The workshop was enriched by a field trip to Bochum-Wattenscheid, a formerly independent municipality that had undergone enormous structural change. The central area and adjacent residential neighbourhoods in the northern and eastern part of Wattenscheid are included in the urban regeneration programme „Soziale Stadt – WAT bewegen“ (https://www.wat-bewegen.de/). The neighbourhood office is co-run by a traditional association dedicated to workers‘ welfare (Arbeiterwohlfahrt (AWO)) and a private planning consultancy (Planungsgruppe Stadtbüro), in order to combine the expertise from both social work and spatial planning in neighbourhood projects. Victoria Wildförster, the responsible social worker, and her colleague Luisa Stevens from the field of spatial planning, took the group on a tour through the neighbourhood. They highlighted the history, characteristics and developments of key places, e.g. the Friedenspark with its roots as a memorial, its renewal from a desolate place to a widely used park with a play- and sports ground and the memorial as a controversial place in the face of right-wing manifestations.

The working group at the entrance of the Friedenspark in Wattenscheid. Row at the back, from left to right: Katarzyna Brukalo, Gabriele Bolte, Magdalena Maierhofer, Heike Köckler, Britta Bockhorn, Martin Knöll, Natalie Riedel, Thomas Verbeek. Row at the front, from left to right: Rehana Shrestha, Miriam Weber, Marcus Grant, Claudia Costa.          Photo taken by Luisa Stevens.
The working group at the entrance of the Friedenspark in Wattenscheid. Row at the back, from left to right: Katarzyna Brukalo, Gabriele Bolte, Magdalena Maierhofer, Heike Köckler, Britta Bockhorn, Martin Knöll, Natalie Riedel, Thomas Verbeek. Row at the front, from left to right: Rehana Shrestha, Miriam Weber, Marcus Grant, Claudia Costa. Photo taken by Luisa Stevens.

Moreover, the working group learned about the different faces of Wattenscheid: the villaquarter close to the Stadtgarten, traces of the industrial past embedded in the present, as to be witnessed at the market place, or the August-Bebel-Platz whose transformation from a high traffic area to a sustainable and liveable place is anything but easy.

Double rainbow at the August-Bebel-Platz – a symbol for equitable and sustainable transformation? Photo taken by Heike Köckler.
Double rainbow at the August-Bebel-Platz – a symbol for equitable and sustainable transformation? Photo taken by Heike Köckler.

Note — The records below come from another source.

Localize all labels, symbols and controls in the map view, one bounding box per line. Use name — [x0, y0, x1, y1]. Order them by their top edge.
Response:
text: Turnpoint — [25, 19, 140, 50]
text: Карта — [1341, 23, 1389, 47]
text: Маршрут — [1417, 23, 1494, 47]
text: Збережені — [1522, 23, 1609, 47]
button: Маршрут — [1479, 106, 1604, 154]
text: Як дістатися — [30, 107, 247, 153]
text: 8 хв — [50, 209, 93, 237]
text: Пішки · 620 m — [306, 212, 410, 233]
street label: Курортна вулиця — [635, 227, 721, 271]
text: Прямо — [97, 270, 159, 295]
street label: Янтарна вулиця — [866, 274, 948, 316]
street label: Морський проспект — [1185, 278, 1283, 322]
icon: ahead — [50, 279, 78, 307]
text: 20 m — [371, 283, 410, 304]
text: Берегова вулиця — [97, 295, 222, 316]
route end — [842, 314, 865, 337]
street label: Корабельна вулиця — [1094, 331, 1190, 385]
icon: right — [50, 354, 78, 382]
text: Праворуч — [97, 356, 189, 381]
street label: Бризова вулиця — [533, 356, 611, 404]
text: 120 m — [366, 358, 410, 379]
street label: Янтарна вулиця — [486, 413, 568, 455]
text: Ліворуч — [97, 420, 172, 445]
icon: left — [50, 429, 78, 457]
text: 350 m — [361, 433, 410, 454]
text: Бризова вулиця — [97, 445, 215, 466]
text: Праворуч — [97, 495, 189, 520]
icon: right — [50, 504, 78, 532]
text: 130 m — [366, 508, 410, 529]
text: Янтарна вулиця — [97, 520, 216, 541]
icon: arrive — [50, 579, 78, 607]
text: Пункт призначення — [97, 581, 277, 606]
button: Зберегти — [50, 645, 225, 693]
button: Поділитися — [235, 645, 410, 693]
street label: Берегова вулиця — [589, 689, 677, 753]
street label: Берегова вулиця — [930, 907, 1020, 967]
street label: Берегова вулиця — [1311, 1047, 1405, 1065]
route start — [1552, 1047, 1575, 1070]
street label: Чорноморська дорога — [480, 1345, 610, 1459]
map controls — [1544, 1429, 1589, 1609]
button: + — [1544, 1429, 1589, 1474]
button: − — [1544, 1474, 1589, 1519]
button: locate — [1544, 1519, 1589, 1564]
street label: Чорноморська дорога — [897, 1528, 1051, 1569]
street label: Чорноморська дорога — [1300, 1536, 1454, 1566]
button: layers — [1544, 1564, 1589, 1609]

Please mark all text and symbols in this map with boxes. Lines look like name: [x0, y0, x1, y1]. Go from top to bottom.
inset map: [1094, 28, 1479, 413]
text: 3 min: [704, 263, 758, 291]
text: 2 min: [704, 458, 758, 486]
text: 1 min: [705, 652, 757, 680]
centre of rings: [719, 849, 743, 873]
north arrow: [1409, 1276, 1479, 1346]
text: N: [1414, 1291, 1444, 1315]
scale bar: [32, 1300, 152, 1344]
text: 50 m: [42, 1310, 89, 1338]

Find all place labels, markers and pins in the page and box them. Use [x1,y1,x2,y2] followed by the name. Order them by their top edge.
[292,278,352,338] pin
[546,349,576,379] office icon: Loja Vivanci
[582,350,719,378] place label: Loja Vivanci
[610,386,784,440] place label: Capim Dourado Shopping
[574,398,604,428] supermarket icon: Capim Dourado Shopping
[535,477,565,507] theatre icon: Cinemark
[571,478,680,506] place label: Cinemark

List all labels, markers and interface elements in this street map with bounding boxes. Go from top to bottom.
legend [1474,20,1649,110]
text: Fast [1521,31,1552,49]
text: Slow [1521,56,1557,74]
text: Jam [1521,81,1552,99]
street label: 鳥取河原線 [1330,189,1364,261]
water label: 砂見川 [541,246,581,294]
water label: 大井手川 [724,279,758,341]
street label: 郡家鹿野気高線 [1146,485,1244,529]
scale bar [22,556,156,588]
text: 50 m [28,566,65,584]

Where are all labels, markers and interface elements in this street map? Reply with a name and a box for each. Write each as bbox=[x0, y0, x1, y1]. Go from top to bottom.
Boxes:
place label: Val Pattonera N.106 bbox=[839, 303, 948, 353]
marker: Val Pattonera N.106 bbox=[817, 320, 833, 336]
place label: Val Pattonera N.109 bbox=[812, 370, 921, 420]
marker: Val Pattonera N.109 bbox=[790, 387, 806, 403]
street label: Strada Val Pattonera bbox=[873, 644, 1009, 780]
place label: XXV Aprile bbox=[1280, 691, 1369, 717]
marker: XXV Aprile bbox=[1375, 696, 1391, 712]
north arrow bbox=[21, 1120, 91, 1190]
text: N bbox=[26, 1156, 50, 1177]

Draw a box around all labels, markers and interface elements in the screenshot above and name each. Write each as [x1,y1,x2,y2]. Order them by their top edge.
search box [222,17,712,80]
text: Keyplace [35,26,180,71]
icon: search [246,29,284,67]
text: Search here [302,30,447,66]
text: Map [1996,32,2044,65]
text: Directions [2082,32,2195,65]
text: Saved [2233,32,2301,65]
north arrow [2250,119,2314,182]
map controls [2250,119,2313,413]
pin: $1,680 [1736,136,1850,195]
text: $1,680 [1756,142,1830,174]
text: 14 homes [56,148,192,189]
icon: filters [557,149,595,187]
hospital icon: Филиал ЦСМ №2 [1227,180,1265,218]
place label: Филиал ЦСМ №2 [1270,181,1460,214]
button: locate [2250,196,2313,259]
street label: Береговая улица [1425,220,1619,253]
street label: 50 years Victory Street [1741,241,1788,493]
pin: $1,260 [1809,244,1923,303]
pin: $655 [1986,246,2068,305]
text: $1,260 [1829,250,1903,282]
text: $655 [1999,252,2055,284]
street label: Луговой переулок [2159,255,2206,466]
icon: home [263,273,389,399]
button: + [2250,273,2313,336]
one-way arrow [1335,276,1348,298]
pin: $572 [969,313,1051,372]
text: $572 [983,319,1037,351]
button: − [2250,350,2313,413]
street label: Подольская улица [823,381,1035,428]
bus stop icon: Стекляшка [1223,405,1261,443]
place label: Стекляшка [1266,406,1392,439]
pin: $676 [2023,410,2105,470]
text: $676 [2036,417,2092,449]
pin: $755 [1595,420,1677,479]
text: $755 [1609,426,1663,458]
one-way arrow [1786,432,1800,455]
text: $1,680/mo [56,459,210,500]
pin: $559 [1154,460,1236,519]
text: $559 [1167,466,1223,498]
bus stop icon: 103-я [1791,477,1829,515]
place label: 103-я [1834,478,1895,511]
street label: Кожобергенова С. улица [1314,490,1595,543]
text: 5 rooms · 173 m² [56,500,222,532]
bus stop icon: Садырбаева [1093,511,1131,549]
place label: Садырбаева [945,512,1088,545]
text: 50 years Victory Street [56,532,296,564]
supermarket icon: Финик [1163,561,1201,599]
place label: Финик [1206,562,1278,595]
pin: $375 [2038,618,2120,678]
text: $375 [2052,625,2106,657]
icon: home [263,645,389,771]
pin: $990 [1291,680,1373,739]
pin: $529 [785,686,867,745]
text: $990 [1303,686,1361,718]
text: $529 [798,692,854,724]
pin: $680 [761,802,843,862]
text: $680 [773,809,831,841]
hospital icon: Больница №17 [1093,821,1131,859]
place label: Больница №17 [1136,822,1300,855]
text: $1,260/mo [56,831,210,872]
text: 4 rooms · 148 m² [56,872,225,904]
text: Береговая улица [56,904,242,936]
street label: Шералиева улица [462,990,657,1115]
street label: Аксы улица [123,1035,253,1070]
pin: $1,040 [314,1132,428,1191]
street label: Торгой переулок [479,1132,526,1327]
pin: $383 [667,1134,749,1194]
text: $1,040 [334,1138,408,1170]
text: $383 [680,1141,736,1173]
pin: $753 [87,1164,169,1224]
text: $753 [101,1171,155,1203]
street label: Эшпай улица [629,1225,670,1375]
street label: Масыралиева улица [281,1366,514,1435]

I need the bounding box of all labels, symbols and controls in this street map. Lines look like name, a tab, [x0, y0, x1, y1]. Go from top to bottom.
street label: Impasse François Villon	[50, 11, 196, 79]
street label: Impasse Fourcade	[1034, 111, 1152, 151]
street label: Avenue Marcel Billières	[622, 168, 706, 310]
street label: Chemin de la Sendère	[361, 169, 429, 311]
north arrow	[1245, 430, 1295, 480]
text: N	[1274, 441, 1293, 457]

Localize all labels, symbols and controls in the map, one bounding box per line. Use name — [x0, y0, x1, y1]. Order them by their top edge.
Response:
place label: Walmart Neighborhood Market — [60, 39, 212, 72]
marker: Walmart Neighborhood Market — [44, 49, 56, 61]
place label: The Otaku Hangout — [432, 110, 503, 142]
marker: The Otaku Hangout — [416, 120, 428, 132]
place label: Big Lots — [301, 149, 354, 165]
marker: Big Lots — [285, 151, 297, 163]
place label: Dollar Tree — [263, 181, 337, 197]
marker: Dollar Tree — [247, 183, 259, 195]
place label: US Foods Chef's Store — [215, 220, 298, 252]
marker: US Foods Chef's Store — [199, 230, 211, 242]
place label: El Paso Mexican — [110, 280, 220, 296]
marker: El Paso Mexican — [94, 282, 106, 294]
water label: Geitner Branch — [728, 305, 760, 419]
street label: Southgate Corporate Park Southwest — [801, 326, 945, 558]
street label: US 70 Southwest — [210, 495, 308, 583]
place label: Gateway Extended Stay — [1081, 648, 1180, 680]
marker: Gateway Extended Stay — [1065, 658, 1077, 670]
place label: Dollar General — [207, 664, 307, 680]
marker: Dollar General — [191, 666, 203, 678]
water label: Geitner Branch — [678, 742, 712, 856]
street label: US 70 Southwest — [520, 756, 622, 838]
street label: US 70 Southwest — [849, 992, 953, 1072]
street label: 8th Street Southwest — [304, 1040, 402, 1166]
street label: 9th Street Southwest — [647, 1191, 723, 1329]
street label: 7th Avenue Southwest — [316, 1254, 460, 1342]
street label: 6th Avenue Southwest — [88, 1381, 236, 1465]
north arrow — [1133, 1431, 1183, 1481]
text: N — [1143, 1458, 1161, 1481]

In addition, the working group got to know how temporary installations such as a climbing scaffold for children in the central pedestrian area and permanent installations like the co-created playground in the Stadtgarten may have a positive impact on residents’ quality of life.

The working group members cordially thank Victoria Wildförster and Luisa Stevens for inviting us to their neighbourhood office and showing us the multi-faceted Wattenscheid.